What's the maximum that can be taken from an employee's pay by garnishment?
Federal law restricts the amount taken in garnishment to the lesser of 25 percent of an employee's disposable earnings or the amount by which disposable earnings are greater than 30 times the federal minimum hourly wage, whichever is less.
Several exceptions to this restriction:
A greater amount of an employee's wages to be garnished for child support, bankruptcy, or federal or state tax payments. And an employee can voluntarily agree to have a great amount deducted for payments to a creditor or creditors.
What part of an employee's earnings can be garnished?

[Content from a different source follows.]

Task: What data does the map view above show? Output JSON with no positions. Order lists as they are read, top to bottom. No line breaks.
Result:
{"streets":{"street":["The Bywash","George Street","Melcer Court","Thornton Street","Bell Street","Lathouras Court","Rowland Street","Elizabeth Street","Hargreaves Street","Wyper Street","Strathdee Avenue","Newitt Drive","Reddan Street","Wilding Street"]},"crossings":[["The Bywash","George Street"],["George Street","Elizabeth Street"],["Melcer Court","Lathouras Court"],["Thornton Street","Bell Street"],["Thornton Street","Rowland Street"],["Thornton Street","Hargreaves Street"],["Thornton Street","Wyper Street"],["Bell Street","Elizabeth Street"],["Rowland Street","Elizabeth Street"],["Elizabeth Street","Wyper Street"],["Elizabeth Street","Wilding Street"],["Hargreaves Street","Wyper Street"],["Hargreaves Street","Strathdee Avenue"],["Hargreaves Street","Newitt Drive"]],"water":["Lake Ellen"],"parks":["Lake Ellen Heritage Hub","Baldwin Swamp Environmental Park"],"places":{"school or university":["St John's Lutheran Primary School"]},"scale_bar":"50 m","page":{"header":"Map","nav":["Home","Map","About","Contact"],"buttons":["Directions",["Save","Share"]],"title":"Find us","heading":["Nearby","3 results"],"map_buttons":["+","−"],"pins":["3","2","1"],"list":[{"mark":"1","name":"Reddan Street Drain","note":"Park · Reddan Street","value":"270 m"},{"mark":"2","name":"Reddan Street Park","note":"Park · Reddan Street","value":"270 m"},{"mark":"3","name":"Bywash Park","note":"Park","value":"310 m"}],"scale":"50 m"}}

You can consider wages, salaries, commissions, and bonuses as income that can be garnished. Pensions and retirement income may also be garnished. Tips are not considered wages for the purpose of garnishment.

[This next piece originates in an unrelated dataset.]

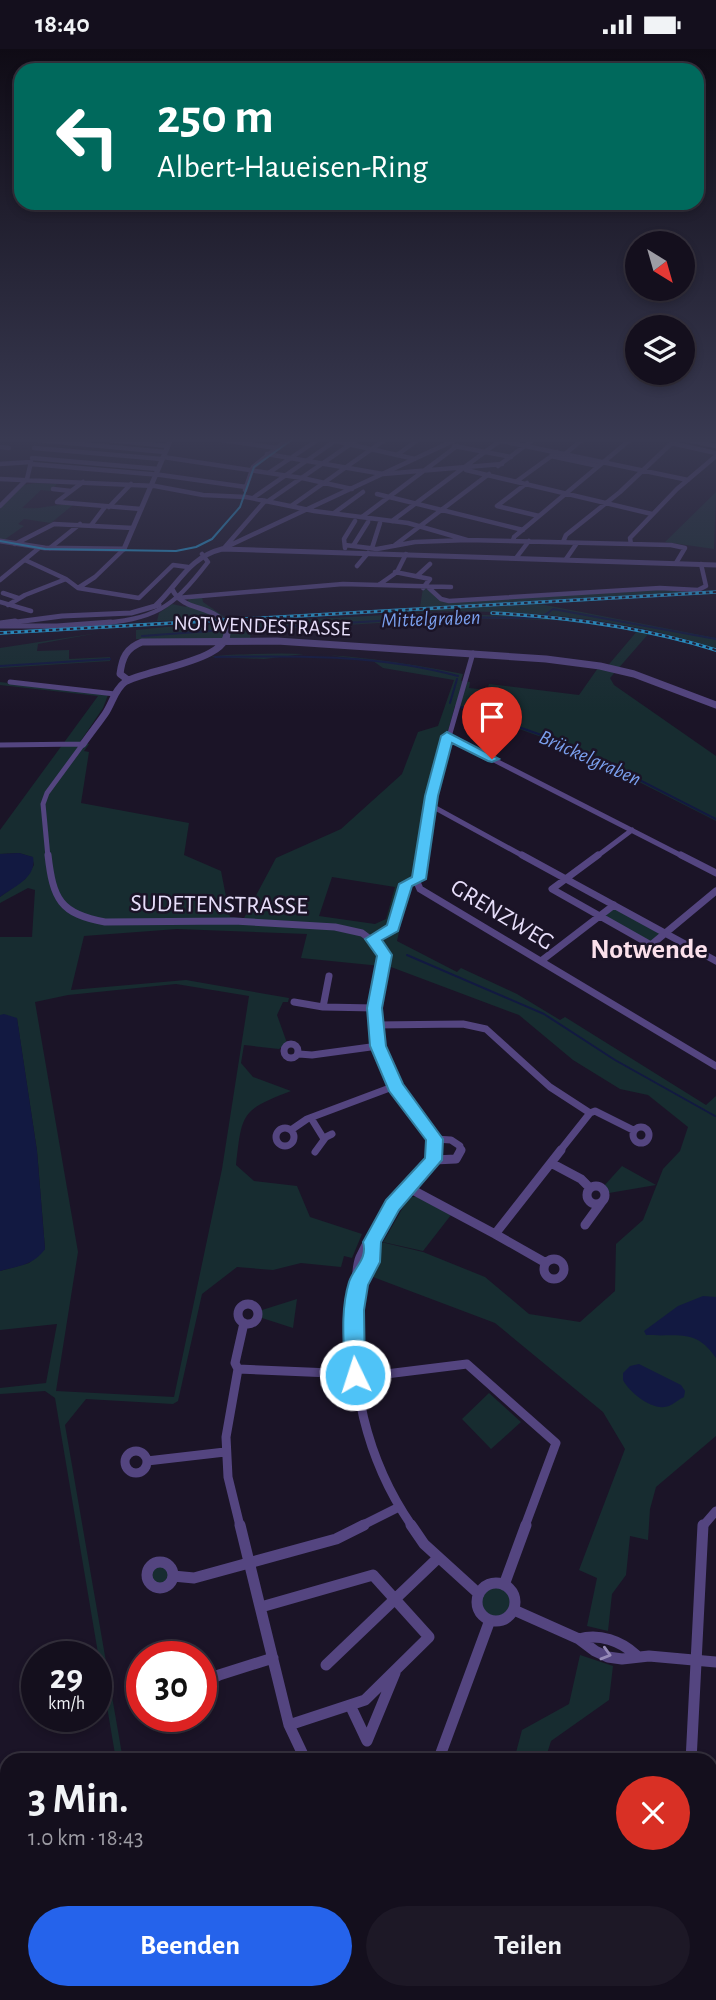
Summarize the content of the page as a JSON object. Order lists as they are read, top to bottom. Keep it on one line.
{"streets":{"street":["NOTWENDESTRASSE","SUDETENSTRASSE","GRENZWEG"]},"districts":["Notwende"],"water":["Mittelgraben","Brückelgraben"],"north":"bottom right","page":{"status":"18:40","turn":["250 m","Albert-Haueisen-Ring"],"speed":"29 km/h","limit":"30","heading":["3 Min.","1.0 km · 18:43"],"buttons":["Beenden","Teilen"]}}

Can I terminate an employee whose wages have been garnished?
Federal law says you cannot terminate an employee whose wages have been garnished for one debt. But the law does not It does not protect an employee from discharge if the employee's earnings have been subject to garnishment for a second or subsequent debts.
What if state law conflicts with federal wage garnishment laws?
If a state wage garnishment law differs from Title III, the employer must observe the law resulting in the smaller garnishment, or prohibiting the discharge of an employee because his or her earnings have been subject to garnishment for more than one debt.